Syndicate touches up the mechanics in a couple of important areas. The parkour is still not as good as it was in the Ezio trilogy (I’m still baffled as to why they didn’t just keep that parkour engine), but it’s a much more functional version of what they used in Unity. The left shoulder button will actually pull you into a window, as opposed to Unity, which promised that pressing left trigger would pull you in a window, but was lying. For the first time ever the combat system has been noticeably improved with the addition of a guard-break, so now you don’t just attack and counter but also break. One additional button to press does not drastically deepen the game’s combat, but it’s something. I talked about the Dreadful Crimes DLC in another post, which takes the mysteries from Unity (already a good idea) and gives them some quality of life improvements that remove a lot of minor annoyances from the experience.
New gameplay mechanics are minor, but mostly fun and easy to ignore when they’re not. The grapple hook is mostly a gimmick. Zipline assassinations are fun, but other than that it just lets you skip a bit of parkour, but, like, parkour is the gameplay. That’s part of what makes Assassin’s Creed fun. I don’t want to skip it. The new carriage riding mechanics are pretty fun. You can ram Templar carriages off the road, or climb on top to jump to an adjacent carriage and kill the guy driving it to steal his carriage if you like it better. The trains circling about London are put to good use, with open world activities to rob them, thus giving you an excuse to climb all over them while having a shootout/brawl with bad guys.

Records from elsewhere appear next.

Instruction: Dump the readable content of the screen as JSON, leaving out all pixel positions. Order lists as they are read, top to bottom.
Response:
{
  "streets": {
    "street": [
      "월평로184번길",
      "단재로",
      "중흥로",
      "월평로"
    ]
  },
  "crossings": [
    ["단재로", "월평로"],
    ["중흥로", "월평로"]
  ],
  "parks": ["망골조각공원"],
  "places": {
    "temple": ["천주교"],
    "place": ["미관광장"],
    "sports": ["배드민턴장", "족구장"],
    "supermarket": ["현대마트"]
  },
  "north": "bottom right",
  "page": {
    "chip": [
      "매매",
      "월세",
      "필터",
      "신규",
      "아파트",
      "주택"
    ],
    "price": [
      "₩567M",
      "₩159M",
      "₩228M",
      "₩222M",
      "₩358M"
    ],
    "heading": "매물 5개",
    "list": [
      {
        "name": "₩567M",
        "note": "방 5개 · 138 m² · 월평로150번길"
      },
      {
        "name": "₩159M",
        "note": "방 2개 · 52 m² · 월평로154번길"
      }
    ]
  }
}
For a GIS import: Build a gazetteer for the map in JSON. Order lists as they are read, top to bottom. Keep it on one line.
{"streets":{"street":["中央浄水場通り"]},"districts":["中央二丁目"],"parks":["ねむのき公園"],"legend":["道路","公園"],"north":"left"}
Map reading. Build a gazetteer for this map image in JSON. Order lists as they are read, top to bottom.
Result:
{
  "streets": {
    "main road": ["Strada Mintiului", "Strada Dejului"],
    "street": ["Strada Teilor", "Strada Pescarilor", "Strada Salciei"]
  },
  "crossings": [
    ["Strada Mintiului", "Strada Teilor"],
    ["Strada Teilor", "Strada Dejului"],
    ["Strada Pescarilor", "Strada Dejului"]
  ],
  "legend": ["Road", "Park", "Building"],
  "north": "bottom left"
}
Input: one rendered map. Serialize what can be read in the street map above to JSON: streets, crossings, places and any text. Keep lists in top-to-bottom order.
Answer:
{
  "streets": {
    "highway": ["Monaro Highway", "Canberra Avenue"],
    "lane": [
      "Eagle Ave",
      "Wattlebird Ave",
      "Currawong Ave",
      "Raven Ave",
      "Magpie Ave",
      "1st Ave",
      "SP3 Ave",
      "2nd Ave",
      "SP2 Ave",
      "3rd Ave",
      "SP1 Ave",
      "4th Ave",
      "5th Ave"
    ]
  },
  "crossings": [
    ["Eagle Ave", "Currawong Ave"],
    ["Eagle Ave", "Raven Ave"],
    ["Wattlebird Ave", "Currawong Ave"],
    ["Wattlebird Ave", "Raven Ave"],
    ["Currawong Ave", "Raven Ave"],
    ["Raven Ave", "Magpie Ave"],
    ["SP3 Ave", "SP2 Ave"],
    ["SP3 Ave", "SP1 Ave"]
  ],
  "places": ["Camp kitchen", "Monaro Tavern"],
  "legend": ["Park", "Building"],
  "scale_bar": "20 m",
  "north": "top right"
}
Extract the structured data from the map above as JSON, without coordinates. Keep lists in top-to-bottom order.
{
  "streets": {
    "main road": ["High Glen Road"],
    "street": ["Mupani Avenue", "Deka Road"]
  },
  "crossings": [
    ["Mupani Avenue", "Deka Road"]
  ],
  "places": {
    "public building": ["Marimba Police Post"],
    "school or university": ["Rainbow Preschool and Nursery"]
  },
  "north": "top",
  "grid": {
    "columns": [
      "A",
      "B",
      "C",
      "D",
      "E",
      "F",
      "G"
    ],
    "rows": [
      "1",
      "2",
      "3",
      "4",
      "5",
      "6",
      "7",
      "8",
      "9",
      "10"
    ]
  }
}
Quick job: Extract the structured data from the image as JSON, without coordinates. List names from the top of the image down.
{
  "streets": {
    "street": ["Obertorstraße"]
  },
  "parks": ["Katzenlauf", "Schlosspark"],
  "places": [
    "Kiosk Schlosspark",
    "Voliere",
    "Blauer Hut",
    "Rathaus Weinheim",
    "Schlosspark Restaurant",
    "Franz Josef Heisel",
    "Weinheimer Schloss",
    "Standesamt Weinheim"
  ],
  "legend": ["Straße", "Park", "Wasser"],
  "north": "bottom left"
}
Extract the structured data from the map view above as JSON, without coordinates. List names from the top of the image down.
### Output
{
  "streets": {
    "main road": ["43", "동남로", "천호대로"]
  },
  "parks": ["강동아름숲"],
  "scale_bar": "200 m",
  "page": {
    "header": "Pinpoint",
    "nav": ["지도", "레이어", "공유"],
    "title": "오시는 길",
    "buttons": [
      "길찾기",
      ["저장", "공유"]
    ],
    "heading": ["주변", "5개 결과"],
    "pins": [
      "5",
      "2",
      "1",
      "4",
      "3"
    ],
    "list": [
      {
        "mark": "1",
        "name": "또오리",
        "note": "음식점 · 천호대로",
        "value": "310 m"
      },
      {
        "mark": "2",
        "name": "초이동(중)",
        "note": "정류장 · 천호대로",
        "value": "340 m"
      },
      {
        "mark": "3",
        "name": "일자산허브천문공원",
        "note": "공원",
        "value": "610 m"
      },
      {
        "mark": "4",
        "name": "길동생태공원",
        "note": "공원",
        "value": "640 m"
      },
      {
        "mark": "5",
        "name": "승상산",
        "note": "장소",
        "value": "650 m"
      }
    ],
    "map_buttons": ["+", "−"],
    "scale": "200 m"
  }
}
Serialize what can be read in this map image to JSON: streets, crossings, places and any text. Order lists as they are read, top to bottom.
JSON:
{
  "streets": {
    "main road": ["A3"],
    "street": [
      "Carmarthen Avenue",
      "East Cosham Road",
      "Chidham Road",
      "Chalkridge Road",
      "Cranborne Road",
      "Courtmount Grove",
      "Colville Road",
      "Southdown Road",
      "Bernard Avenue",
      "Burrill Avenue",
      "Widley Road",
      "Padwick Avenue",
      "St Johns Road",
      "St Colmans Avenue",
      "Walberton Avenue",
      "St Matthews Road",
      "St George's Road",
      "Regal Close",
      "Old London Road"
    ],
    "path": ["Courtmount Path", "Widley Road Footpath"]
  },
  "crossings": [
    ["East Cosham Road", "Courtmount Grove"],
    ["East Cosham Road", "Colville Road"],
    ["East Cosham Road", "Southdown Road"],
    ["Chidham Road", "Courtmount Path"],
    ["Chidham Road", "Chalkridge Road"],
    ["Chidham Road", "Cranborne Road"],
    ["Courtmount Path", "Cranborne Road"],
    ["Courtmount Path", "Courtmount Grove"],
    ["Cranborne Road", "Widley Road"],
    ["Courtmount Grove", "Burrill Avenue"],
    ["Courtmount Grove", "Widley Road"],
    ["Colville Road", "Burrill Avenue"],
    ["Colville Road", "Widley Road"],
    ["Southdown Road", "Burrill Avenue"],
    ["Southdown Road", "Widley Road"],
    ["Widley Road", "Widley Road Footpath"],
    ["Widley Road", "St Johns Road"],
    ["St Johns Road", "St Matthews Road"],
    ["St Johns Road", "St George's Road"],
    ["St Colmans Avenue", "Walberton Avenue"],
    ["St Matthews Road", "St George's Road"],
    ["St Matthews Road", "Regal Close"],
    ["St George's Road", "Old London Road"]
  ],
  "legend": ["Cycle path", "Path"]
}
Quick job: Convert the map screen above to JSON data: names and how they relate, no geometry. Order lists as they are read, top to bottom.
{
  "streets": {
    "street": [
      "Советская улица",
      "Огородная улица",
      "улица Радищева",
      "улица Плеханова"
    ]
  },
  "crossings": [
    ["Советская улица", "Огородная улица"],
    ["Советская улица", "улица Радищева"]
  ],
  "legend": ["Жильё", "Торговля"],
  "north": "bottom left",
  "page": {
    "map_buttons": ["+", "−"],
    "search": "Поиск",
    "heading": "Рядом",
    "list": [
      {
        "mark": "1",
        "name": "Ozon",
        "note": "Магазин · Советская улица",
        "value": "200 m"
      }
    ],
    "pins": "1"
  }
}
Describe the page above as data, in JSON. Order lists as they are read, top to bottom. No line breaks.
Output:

Speaking of shooting, the existence of revolvers brings a welcome expansion to the game’s ranged combat. Now that you can go as many as eight shots before reloading (assuming you’re using the best pistol in the game), ranged combat can be used not just to take out one guy before a melee, but to actually win an entire fight. Syndicate is heavy on melee, but having six cylinders to chew through means ranged combat is a real option unto itself in a way it never really was in earlier games.
I’m a little bit sad they stopped advancing towards present day with Assassin’s Creed games, because I think they had all the elements they needed to make that work in Syndicate. The carriage mechanics are close enough to car mechanics, and the revolver provides a foundation for effective ranged weapons despite the melee-focused mechanics of the series, which could’ve been expanded to cover modern automatic weapons. I think WW2 is the most overdone historical period in all of video games and while you could say some very interesting things about how the Assassins and Templars supported or opposed fascism, communism, and liberalism in the 20th century, Ubisoft would never actually say those things, so better to just leave that whole time period alone. WW1 has also gotten kinda played out lately, but there’s theaters of that conflict that could make for a great Assassin’s Creed game, like the Middle-East. You can have your trench warfare in Gallipolli while getting up to classic Assassin shenanigans in the Great Arab Revolt, meeting with historical figures like Lawrence of Arabia and stabbing Templars.
There’s no headline feature like the ship combat in Black Flag, but Syndicate has a lot of minor improvements on the Assassin’s Creed formula that makes it one of the best of the series, and it makes me sad that it got overlooked because it came out in the aftermath of Unity, which had such an infamously terrible release that everyone wrote off Assassin’s Creed until Ubisoft promised to spend a year in timeout thinking about what they’d done.